:: Task material ::
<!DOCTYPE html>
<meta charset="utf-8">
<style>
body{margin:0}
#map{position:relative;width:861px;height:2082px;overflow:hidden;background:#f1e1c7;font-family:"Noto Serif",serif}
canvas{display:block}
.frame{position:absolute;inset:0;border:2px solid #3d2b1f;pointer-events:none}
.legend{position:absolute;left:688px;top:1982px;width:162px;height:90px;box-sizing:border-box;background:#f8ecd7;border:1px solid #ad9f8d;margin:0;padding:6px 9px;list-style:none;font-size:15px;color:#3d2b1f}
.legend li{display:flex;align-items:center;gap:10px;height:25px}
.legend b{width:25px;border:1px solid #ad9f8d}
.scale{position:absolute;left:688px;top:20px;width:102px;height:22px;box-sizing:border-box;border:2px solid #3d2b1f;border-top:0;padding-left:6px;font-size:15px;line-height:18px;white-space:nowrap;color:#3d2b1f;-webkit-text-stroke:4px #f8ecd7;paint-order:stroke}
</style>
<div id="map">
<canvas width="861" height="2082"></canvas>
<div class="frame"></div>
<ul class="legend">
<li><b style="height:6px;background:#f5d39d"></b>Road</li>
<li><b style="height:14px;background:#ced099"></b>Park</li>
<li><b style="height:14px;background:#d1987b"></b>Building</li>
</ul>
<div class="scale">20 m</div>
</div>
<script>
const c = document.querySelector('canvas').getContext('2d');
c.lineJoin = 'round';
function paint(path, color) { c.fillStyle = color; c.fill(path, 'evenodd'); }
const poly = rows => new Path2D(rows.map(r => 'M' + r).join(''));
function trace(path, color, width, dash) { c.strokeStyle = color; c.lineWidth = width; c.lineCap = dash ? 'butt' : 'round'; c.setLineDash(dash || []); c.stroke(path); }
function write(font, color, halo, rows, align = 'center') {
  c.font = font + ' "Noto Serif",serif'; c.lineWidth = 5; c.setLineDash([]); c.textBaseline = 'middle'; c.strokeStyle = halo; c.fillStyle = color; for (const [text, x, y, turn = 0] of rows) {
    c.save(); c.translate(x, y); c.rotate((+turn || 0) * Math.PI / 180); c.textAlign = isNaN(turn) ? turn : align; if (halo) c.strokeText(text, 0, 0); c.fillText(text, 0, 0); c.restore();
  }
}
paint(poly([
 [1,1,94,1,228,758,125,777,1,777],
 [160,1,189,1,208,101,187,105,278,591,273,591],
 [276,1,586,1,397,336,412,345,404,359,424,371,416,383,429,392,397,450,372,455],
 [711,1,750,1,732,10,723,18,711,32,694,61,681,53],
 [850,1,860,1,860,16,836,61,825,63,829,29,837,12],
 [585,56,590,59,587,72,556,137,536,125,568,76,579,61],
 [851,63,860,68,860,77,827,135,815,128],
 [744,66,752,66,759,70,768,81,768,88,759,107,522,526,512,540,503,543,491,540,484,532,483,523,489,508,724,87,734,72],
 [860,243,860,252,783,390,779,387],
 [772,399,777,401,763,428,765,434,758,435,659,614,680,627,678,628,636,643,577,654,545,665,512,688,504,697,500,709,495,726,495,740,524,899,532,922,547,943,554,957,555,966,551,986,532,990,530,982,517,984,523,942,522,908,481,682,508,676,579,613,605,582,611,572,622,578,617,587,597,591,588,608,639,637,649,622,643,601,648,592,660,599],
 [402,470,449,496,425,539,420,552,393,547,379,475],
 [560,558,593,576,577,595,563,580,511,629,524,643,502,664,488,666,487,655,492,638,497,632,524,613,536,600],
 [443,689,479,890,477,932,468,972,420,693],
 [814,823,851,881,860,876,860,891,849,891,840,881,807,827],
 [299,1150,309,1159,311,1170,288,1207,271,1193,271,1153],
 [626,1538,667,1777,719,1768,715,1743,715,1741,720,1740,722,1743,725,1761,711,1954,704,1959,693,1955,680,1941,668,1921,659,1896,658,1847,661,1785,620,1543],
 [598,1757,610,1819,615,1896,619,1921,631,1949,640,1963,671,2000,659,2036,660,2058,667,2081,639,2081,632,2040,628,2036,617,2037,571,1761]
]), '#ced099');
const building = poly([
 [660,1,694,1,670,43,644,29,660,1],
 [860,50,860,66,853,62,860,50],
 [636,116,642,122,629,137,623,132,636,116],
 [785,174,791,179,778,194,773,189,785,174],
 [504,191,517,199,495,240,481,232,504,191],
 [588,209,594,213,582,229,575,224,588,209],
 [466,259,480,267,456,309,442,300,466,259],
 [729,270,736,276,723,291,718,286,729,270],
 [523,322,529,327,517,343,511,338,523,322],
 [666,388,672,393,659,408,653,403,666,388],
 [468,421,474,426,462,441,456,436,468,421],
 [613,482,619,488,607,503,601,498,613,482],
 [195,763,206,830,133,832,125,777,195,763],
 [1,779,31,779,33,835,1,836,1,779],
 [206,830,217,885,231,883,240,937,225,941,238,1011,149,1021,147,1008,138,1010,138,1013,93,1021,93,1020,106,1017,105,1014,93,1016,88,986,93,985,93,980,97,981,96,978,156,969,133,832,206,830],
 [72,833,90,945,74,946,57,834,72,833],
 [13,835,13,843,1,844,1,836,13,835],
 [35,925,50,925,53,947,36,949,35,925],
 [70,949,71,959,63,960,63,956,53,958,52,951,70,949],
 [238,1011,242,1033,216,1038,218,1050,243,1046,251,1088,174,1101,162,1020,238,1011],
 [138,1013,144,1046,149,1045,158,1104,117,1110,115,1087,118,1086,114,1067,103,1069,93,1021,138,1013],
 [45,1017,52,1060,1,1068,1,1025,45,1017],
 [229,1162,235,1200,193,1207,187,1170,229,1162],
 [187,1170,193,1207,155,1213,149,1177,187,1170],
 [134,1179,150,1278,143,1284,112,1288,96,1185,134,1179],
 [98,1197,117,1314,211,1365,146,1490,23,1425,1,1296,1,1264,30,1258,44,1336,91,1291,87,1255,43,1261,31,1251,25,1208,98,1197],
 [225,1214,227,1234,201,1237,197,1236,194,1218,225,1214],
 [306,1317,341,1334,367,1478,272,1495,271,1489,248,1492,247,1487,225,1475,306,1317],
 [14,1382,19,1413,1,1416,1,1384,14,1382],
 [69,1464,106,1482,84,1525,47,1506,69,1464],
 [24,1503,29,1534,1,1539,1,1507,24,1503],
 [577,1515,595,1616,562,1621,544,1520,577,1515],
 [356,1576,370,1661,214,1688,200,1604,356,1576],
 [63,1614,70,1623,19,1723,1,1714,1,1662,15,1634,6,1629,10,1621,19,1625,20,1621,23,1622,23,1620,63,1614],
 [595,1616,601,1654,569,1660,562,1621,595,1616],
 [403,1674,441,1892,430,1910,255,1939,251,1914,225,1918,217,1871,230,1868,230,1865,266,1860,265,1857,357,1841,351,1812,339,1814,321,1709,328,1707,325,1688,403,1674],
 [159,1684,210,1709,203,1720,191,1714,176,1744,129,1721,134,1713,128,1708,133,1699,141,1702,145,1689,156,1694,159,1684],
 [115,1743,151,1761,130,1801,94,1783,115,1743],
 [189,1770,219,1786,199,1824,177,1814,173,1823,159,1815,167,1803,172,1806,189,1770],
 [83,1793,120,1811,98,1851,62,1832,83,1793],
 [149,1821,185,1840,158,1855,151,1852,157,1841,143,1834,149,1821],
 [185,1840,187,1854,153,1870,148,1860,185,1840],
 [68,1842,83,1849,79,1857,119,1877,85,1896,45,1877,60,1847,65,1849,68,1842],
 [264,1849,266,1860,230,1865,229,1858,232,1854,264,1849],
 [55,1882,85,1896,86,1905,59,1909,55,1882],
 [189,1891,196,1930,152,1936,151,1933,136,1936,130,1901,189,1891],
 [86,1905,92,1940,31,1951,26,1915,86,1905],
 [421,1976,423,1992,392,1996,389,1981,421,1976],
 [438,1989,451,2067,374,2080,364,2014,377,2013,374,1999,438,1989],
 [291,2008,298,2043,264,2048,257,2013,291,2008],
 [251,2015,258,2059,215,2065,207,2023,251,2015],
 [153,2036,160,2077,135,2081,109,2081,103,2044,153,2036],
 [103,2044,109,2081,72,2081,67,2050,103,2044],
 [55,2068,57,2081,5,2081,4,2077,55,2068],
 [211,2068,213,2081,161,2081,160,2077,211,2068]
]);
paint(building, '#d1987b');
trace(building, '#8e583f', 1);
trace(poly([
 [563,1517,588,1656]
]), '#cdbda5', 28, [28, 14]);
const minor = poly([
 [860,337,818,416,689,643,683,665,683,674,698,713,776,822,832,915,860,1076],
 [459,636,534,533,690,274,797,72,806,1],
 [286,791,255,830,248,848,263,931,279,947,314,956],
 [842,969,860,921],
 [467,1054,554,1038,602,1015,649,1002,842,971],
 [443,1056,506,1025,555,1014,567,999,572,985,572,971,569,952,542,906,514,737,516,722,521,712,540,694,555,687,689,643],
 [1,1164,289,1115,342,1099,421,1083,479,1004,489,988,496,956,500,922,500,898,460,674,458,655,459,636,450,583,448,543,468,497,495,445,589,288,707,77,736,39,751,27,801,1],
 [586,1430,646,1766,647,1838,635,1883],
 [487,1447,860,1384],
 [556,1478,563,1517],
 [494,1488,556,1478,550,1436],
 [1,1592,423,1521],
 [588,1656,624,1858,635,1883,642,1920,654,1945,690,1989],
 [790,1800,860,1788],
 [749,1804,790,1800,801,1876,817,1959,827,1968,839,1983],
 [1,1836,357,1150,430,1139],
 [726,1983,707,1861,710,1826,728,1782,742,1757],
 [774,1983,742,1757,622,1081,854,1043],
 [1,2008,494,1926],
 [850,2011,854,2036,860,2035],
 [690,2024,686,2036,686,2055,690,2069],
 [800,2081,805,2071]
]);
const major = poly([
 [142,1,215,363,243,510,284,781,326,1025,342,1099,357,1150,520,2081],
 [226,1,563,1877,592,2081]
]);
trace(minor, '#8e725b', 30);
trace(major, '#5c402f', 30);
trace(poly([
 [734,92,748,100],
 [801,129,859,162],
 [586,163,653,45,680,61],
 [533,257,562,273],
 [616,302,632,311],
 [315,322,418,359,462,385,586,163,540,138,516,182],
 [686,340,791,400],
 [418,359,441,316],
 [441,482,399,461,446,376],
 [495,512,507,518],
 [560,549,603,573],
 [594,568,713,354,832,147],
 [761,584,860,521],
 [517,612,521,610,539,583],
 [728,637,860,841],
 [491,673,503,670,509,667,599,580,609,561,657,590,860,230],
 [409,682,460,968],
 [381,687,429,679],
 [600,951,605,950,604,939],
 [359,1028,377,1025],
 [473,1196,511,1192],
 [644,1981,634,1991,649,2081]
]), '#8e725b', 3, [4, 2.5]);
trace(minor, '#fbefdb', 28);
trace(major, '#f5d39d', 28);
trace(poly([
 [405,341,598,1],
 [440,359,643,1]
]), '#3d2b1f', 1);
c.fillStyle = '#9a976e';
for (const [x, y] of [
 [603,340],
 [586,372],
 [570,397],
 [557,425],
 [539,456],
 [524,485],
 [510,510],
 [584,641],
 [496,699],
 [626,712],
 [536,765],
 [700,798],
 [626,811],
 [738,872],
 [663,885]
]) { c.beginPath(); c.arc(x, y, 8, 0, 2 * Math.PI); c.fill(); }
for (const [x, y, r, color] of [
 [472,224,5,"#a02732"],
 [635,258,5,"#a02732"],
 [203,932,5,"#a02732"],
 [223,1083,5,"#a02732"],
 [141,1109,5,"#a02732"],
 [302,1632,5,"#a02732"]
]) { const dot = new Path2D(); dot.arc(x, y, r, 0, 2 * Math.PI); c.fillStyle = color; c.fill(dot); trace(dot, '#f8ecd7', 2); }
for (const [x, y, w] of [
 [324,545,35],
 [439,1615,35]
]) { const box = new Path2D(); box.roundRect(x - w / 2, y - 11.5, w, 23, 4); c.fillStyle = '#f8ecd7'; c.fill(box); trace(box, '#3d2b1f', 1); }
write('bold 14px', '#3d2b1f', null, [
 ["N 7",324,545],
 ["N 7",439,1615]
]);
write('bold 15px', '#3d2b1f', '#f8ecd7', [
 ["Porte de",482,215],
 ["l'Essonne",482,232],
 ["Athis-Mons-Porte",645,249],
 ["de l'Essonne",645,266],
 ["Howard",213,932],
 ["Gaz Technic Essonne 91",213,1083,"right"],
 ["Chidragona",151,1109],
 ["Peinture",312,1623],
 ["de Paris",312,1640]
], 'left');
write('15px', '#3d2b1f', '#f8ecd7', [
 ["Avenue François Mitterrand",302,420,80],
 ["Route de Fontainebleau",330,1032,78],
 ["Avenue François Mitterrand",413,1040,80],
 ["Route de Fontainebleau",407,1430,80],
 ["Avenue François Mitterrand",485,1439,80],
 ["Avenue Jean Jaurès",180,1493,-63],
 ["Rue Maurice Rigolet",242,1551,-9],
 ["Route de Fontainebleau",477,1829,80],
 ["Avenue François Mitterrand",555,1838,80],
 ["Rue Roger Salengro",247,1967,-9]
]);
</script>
:::
Exercise requirements: Return every line in the listing that contains the word "halo".

Solution for this exercise:
function write(font, color, halo, rows, align = 'center') {
  c.font = font + ' "Noto Serif",serif'; c.lineWidth = 5; c.setLineDash([]); c.textBaseline = 'middle'; c.strokeStyle = halo; c.fillStyle = color; for (const [text, x, y, turn = 0] of rows) {
    c.save(); c.translate(x, y); c.rotate((+turn || 0) * Math.PI / 180); c.textAlign = isNaN(turn) ? turn : align; if (halo) c.strokeText(text, 0, 0); c.fillText(text, 0, 0); c.restore();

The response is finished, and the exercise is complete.